* [YOUR TASK]: Search the data for the word "setLineDash" and copy every line that contains it.

Collected data entries:
▶

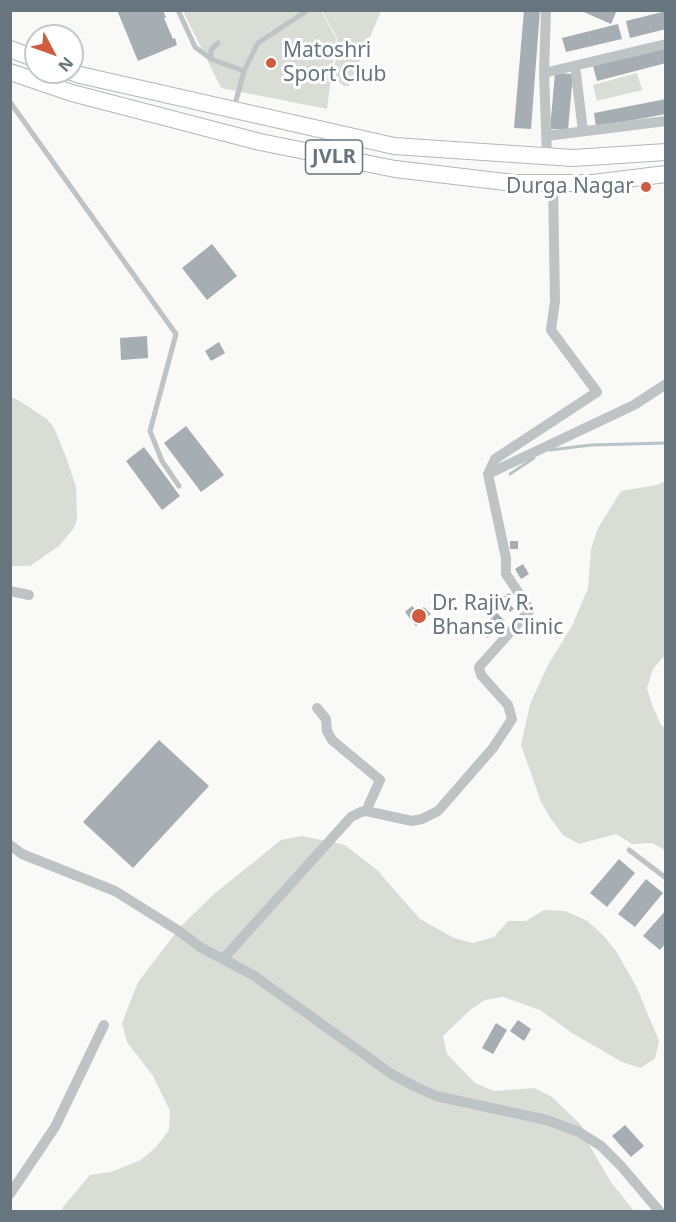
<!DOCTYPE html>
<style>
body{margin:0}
#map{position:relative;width:676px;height:1222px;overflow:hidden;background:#f9f9f7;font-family:"Noto Sans",sans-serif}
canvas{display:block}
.frame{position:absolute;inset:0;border:12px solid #66757e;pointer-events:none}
.north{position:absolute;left:24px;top:24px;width:60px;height:60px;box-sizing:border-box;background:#fff;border:2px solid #c2c8cb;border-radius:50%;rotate:131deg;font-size:16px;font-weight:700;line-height:24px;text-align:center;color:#66757e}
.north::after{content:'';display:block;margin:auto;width:21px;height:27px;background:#d05c40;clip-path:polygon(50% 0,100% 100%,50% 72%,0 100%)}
</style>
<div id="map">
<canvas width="676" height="1222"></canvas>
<div class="frame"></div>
<div class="north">N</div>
</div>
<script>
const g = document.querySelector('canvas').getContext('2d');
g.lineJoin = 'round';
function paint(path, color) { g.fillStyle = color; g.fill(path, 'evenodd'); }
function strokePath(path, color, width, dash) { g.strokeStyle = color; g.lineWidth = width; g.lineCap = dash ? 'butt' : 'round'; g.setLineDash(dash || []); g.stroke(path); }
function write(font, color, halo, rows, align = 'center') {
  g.font = font + ' "Noto Sans",sans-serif'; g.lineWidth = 6; g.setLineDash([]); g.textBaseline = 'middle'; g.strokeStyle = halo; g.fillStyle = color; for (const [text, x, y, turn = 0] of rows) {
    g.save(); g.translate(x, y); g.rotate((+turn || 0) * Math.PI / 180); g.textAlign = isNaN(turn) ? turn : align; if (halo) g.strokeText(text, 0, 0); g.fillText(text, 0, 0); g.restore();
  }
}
const green = new Path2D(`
 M 183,11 L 321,11 L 336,38 L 327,109 L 221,88 Z
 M 322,11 L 381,11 L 349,86 L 344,86 L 336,80 L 335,66 L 337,38 Z
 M 637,73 L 642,90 L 597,101 L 593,85 Z
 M 11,397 L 18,400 L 47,419 L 54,428 L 66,457 L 76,487 L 77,519 L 74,528 L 59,546 L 30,566 L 11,566 Z
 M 665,481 L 665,655 L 653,669 L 647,688 L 652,705 L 660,723 L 665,729 L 665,850 L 652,843 L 632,844 L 616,834 L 579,844 L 563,835 L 551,819 L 541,802 L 521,745 L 530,704 L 549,663 L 572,626 L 588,588 L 591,549 L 598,528 L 621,491 L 657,485 Z
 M 302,836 L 345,845 L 377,870 L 420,919 L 454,938 L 473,943 L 494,937 L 508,921 L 526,921 L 544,910 L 565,911 L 586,920 L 602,934 L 616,951 L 636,986 L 659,1041 L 655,1059 L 640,1068 L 622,1062 L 572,1033 L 540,1010 L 503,997 L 485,1000 L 470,1010 L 443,1036 L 447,1054 L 475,1083 L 494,1091 L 534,1088 L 552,1097 L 582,1126 L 589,1145 L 611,1182 L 634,1211 L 61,1212 L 63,1207 L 90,1175 L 111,1172 L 141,1160 L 156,1147 L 169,1130 L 170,1111 L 153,1076 L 127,1042 L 122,1023 L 138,982 L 182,925 L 213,895 L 281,840 Z`);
const stream = new Path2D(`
 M 550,450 L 591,445 L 666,443
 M 510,474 L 534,458`);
const building = new Path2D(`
 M 117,10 L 163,10 L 166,18 L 164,18 L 173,39 L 175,38 L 177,45 L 138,61 Z
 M 524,10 L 540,10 L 531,129 L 514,128 Z
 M 579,10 L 617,10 L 611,24 Z
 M 666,11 L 666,29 L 630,38 L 626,21 Z
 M 618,24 L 622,39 L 566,52 L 562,38 Z
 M 666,47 L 666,63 L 597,81 L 593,66 Z
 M 555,73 L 573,74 L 568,130 L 550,129 Z
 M 666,99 L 666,114 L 596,127 L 594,113 Z
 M 212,244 L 237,276 L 207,300 L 182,268 Z
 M 147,336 L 148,358 L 121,360 L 120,338 Z
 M 219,342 L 225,353 L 211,361 L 205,351 Z
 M 186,426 L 224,475 L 201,492 L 164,443 Z
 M 144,447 L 180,496 L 162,510 L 126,461 Z
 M 510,541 L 518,541 L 518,549 L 510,549 Z
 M 523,564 L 529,574 L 521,579 L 515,569 Z
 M 509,593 L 513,598 L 505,604 L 501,599 Z
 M 509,603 L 514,609 L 510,612 L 505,606 Z
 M 412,606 L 418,612 L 424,607 L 431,614 L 416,626 L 405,612 Z
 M 497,613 L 505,621 L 498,629 L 489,620 Z
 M 490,624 L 495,630 L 487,638 L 481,632 Z
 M 159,740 L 209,786 L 133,868 L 83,822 Z
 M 619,859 L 635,873 L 607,907 L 590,893 Z
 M 646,879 L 663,893 L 635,927 L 618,914 Z
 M 666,910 L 666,943 L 660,950 L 643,936 Z
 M 518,1020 L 531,1029 L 524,1041 L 510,1031 Z
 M 496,1023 L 507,1030 L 493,1054 L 482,1048 Z
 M 625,1125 L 644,1146 L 631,1157 L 612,1136 Z`);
const lane = new Path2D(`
 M 178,10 L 195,47 L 211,59 L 244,71
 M 211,59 L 211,50 L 218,43
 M 10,102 L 176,334 L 150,431 L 162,461 L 179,486
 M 234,108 L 244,71 L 258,43 L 308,10
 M 629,850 L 666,878`);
const street = new Path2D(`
 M 546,10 L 544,73 L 547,156
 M 575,66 L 583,131
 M 544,73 L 666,44
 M 546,136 L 666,121
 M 488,474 L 634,405 L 666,384
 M 10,591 L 29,595
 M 317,708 L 326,719 L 327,731 L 332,740 L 380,780 L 366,811
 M 10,845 L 22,854 L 115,891 L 179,931 L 200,947 L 253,975 L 393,1075 L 414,1086 L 436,1096 L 547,1120 L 579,1132 L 601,1146 L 621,1166 L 660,1212
 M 223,959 L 351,817 L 361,812 L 366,811 L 412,821 L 422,819 L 438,811 L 493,748 L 512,719 L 508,705 L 481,675 L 479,667 L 530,610 L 506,574 L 506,558 L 488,474 L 495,459 L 597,392 L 551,330 L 555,301 L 553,183
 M 10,1194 L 55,1127 L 104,1025`);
const primary = new Path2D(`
 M 10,49 L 36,59
 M 10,72 L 72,93 L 260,142 L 395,169 L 514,183 L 593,183 L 666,174
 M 72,72 L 80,75 L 394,146 L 573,158 L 666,152`);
const markers = [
 [271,63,6,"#d05c40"],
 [646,187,6,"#d05c40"],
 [419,616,8,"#d05c40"]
];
const shields = [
 [334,157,57]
];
const shieldNames = [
 ["JVLR",334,157]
];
const poiNames = [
 ["Matoshri",283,51],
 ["Sport Club",283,75],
 ["Durga Nagar",634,187,"right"],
 ["Dr. Rajiv R.",432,604],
 ["Bhanse Clinic",432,628]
];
paint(green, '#d9ddd6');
strokePath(stream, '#b8c3c6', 3);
paint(building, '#a6aeb3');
strokePath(primary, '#b2b7ba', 18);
strokePath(lane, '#bec3c6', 5);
strokePath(street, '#bec3c6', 10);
strokePath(primary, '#fff', 16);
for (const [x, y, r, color] of markers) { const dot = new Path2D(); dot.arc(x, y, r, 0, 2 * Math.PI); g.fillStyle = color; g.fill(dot); strokePath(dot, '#fff', 2); }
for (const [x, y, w] of shields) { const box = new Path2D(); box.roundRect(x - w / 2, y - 17, w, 34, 4.5); g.fillStyle = '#fff'; g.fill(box); strokePath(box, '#66757e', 1.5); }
write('bold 20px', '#66757e', null, shieldNames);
write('21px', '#66757e', '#fff', poiNames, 'left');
</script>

◀

* [SOLVED PROBLEM]:
function strokePath(path, color, width, dash) { g.strokeStyle = color; g.lineWidth = width; g.lineCap = dash ? 'butt' : 'round'; g.setLineDash(dash || []); g.stroke(path); }
  g.font = font + ' "Noto Sans",sans-serif'; g.lineWidth = 6; g.setLineDash([]); g.textBaseline = 'middle'; g.strokeStyle = halo; g.fillStyle = color; for (const [text, x, y, turn = 0] of rows) {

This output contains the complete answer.